In der digitalen Ära, in der Bilder in endlosen Strömen zirkulieren und Bedeutungen durch Kontextwechsel stetig transformiert werden, erhält die künstlerische Praxis der Collage eine neue Relevanz. Die hier präsentierten Collagen greife Fragmente aus Raffaels "Transfiguration" (1516–1520) auf. Ich habe sie und mit Elementen aus Popkultur, urbaner Bildsprache und zeitgenössischem Design zu einem pulsierenden, hybriden Bildraum montiert. Diese Werke stellen nicht nur eine ästhetische Kollision unterschiedlicher Zeiten, Stile und Ideologien dar, sondern laden auch zu einer kritischen Reflexion über Sakralität, Konsum, Körperpolitik und mediale Fragmentierung ein.
Raffaels "Transfiguration", sein letztes Werk, stellt ein zentrales Ereignis im Neuen Testament dar: die Verklärung Christi auf dem Berg Tabor.
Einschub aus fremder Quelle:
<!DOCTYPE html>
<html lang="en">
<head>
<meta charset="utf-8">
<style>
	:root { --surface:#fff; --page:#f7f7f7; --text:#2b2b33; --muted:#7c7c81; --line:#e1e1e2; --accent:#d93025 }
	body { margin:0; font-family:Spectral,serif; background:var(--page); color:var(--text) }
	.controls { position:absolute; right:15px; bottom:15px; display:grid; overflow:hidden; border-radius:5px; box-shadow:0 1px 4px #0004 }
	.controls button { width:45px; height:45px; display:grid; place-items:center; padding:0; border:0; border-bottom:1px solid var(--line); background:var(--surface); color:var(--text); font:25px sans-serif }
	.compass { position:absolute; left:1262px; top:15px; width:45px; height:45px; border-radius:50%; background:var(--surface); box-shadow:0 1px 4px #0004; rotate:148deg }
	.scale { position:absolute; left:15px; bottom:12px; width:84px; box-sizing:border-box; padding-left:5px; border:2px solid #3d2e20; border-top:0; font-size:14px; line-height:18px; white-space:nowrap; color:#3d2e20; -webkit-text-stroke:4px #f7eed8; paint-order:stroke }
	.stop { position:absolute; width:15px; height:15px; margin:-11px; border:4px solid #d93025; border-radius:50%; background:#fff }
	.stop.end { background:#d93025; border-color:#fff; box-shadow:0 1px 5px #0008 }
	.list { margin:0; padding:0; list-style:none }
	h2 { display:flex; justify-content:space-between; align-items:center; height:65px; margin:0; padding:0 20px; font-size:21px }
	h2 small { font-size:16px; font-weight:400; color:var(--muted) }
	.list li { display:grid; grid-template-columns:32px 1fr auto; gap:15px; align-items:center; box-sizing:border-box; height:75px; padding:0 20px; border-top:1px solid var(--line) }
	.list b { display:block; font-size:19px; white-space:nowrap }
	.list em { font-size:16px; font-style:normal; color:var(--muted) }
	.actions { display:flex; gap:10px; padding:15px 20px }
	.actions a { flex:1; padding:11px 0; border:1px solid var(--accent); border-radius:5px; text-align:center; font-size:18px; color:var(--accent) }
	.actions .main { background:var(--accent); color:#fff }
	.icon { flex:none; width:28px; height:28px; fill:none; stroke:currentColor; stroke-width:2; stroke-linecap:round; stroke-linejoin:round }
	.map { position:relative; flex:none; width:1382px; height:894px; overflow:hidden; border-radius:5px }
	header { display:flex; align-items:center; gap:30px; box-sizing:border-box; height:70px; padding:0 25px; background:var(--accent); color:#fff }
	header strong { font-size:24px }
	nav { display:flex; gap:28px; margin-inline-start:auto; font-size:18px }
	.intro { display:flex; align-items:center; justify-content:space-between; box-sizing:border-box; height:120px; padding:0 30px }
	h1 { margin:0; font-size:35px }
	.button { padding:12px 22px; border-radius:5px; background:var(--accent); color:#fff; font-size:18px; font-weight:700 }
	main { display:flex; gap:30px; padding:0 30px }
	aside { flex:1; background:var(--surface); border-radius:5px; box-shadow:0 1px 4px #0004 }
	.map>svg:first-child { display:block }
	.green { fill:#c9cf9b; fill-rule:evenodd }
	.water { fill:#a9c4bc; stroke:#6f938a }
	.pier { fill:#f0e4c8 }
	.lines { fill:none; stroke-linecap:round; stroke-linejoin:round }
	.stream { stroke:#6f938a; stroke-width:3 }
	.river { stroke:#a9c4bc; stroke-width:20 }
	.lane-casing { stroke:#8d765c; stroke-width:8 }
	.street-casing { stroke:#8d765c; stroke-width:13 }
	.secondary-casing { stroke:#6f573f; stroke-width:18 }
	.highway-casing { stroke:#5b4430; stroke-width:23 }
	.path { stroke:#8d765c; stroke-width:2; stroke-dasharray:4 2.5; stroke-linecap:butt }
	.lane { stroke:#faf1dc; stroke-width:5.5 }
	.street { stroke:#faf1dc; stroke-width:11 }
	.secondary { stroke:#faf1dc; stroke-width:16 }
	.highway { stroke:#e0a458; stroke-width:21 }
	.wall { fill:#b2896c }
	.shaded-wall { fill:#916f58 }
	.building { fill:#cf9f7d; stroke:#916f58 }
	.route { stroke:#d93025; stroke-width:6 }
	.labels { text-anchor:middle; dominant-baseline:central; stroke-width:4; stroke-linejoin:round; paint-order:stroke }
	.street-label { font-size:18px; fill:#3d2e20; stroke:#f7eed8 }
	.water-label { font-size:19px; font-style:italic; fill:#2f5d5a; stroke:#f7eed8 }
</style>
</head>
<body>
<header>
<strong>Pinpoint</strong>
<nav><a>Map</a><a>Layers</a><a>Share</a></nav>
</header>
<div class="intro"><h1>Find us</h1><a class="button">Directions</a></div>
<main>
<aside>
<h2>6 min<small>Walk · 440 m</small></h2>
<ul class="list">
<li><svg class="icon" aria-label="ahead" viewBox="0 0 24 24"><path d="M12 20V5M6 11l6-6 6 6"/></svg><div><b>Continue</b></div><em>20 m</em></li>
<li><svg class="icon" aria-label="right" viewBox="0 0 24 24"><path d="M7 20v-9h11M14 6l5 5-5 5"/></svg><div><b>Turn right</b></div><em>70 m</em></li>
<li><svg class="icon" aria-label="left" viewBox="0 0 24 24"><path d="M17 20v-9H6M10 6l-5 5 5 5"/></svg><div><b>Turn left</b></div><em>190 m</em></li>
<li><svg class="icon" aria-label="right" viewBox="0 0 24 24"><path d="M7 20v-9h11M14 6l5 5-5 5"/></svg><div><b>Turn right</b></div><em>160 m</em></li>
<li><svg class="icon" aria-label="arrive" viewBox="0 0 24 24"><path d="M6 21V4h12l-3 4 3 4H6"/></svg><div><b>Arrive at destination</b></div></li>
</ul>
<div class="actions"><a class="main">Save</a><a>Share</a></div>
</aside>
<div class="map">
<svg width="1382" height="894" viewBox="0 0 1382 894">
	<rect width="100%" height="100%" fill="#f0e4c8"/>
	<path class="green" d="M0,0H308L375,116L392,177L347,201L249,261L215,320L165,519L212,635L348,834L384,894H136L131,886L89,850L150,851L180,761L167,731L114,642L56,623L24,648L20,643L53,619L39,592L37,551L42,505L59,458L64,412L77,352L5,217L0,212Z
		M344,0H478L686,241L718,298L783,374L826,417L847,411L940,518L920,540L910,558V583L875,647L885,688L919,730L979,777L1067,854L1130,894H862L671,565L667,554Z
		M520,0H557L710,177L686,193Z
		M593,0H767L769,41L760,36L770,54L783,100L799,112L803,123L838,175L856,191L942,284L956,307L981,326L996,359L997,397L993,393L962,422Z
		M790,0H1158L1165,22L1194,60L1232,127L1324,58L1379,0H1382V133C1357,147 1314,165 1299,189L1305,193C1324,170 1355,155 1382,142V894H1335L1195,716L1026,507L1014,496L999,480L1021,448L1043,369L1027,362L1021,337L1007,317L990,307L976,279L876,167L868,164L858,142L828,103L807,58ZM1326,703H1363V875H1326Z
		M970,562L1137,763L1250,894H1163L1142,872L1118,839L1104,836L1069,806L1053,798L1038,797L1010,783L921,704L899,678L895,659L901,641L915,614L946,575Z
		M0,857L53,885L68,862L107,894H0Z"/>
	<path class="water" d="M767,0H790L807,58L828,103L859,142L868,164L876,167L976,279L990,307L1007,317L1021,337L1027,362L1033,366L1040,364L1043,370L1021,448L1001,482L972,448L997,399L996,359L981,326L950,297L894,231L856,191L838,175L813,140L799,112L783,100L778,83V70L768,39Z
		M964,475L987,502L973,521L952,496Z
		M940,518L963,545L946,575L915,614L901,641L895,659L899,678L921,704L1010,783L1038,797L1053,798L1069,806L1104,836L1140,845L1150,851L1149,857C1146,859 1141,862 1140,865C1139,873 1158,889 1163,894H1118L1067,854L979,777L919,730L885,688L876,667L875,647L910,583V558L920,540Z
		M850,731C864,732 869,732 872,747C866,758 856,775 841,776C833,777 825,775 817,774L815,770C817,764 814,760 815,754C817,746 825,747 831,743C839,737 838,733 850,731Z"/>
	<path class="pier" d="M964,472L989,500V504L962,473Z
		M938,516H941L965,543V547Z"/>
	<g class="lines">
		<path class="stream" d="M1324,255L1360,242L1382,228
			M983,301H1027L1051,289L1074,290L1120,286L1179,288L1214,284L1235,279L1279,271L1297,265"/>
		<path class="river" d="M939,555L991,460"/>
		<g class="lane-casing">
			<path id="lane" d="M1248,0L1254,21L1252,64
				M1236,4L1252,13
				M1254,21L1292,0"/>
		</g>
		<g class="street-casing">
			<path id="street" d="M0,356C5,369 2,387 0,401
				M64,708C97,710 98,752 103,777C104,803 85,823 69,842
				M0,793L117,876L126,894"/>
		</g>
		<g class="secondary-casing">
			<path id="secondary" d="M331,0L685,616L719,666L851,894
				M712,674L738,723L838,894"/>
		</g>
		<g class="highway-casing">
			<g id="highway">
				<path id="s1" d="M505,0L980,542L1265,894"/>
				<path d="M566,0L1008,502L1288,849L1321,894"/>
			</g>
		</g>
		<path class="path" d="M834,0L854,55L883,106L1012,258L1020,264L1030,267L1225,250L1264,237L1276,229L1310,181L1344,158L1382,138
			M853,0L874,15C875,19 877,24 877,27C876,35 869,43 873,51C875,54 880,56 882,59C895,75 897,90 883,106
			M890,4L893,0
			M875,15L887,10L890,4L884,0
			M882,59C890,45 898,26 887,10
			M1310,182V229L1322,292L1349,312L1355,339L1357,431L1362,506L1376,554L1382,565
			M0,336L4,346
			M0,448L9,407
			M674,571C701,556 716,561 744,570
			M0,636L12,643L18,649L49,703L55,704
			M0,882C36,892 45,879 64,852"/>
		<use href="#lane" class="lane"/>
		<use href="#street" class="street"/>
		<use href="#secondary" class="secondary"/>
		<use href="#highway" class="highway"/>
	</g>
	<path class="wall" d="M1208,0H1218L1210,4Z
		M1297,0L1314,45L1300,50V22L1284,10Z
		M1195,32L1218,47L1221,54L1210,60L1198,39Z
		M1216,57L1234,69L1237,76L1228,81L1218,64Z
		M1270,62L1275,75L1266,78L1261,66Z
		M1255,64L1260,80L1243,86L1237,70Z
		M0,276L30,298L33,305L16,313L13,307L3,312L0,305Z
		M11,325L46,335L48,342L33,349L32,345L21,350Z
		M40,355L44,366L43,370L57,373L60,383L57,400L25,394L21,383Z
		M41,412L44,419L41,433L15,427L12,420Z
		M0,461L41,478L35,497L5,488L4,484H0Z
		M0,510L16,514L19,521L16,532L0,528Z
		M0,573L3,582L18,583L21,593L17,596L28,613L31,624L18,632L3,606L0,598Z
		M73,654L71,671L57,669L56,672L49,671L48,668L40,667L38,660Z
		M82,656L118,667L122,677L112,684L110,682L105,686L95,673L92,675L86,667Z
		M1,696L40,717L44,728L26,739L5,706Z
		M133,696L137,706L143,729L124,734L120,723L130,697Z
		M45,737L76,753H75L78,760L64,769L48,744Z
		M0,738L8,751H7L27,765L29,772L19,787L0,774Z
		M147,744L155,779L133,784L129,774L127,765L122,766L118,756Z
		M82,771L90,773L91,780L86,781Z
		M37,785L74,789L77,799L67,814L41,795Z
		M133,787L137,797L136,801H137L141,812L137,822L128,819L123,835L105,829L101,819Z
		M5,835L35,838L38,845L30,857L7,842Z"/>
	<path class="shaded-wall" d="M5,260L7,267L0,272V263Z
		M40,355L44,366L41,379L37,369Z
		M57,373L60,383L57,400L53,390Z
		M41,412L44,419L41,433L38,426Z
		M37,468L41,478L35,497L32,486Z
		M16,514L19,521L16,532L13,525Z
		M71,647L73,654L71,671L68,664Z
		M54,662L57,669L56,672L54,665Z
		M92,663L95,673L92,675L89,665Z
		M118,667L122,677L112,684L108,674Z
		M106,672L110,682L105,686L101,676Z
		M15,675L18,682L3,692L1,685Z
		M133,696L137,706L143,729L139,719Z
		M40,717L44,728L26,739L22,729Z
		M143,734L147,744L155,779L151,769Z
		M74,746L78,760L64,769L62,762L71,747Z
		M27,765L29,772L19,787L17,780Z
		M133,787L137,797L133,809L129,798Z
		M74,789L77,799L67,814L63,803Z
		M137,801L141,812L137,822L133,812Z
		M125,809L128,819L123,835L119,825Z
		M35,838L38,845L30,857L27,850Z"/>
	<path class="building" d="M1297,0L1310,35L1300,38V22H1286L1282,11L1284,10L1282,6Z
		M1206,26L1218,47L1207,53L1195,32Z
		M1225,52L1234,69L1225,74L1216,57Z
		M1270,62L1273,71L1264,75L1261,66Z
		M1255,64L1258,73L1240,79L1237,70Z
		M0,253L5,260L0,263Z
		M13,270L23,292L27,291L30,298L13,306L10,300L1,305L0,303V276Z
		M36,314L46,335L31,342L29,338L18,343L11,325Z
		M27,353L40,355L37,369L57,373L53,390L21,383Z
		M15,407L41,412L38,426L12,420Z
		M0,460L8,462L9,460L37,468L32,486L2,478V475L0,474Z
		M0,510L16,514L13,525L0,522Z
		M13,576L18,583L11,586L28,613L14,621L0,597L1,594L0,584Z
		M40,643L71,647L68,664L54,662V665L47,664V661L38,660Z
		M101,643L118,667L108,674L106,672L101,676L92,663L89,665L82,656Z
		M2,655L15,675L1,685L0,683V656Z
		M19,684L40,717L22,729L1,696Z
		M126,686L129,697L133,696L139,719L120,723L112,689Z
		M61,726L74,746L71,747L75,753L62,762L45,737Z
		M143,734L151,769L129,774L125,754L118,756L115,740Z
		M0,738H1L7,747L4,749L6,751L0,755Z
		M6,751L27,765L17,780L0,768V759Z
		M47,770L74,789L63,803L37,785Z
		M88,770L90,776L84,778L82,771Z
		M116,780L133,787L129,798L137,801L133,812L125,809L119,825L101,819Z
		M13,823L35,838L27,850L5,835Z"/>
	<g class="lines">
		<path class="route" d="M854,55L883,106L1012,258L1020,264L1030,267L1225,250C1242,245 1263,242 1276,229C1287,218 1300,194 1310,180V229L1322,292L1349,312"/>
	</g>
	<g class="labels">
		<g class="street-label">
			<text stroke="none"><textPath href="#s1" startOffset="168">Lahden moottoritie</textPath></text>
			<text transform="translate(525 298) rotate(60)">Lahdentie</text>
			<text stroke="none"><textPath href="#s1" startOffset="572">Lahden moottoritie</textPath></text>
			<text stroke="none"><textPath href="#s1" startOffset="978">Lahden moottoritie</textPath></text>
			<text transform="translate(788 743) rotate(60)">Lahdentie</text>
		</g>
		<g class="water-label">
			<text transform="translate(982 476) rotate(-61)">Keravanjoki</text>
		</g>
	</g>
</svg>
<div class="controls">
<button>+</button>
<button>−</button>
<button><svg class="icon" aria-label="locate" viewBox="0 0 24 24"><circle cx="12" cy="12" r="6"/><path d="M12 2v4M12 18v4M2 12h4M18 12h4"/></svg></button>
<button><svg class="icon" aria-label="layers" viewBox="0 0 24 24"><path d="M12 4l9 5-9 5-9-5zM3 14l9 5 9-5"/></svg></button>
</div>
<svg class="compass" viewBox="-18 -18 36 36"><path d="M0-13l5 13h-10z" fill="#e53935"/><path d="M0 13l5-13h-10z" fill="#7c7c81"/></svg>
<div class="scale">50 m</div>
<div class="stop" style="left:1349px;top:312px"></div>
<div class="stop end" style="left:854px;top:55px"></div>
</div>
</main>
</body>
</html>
Im oberen Bildteil wird Christus in göttlicher Erscheinung gezeigt, im unteren Teil kämpfen seine Jünger damit, einen epileptischen Knaben zu heilen – eine Szene voller Dramatik, Pathos und menschlicher Verzweiflung.
Die in der Collage zitierten Figuren stammen aus diesem unteren Bereich: Zeigende, suchende und staunende Gesten werden extrahiert und aus ihrem theologischen Kontext herausgelöst. Was in Raffaels Gemälde Ausdruck einer metaphysischen Spannung ist, wird hier in einen säkularen, fragmentierten und visuell überreizten Raum überführt.
Die Collage operiert nicht mit einem kohärenten Raum, sondern mit visuellen Schichten.
Diese Bildsprache evoziert ein Gefühl der visuellen Überforderung, das emblematisch für die heutige digitale Kultur steht. Die ikonische Ordnung der Renaissance – geprägt von Komposition, Harmonie und metaphysischer Tiefe – wird durch ein polyphones, unübersichtliches Bildsystem ersetzt, das keine hierarchische Lesart mehr zulässt.
Jean Baudrillard beschrieb in seinem Konzept des Simulakrums ("Trugbild") eine Welt, in der die Differenz zwischen Original und Reproduktion verschwimmt – eine Welt, in der Zeichen nur noch auf andere Zeichen verweisen. Die Verwendung der "Transfiguration" in dieser Collage folgt genau diesem Prinzip: Das religiöse Originalbild wird zum ästhetischen Zitat, zur Hülle, zum Versatzstück in einem endlosen Strom von Bedeutungsüberlagerungen.
Die christliche Sakralität, die in Raffaels Werk durch Licht, Körperhaltung und Komposition vermittelt wird, erfährt hier eine Dekontextualisierung. Der „heilige Blick“ nach oben – ursprünglich auf den transfigurierten Christus gerichtet – führt in ein Bildfeld, das mit Konsumzeichen und Körperfragmenten gefüllt ist.
Die Collage ist ein paradigmatisches Ausdrucksmittel der Postmoderne: Sie negiert lineare Erzählungen, bevorzugt Fragmentierung, Ironie, Zitat und Hybridität. In der hier vorliegenden Arbeit erscheint die Collage zudem als Antwort auf die Bilderschwemme der Gegenwart: ein Versuch, Ordnung im Chaos zu schaffen.
Diese Collagen sind auch eine Reflexion über das Verhältnis von Vergangenheit und Gegenwart, von Spiritualität und Konsum, von Körper und Bild.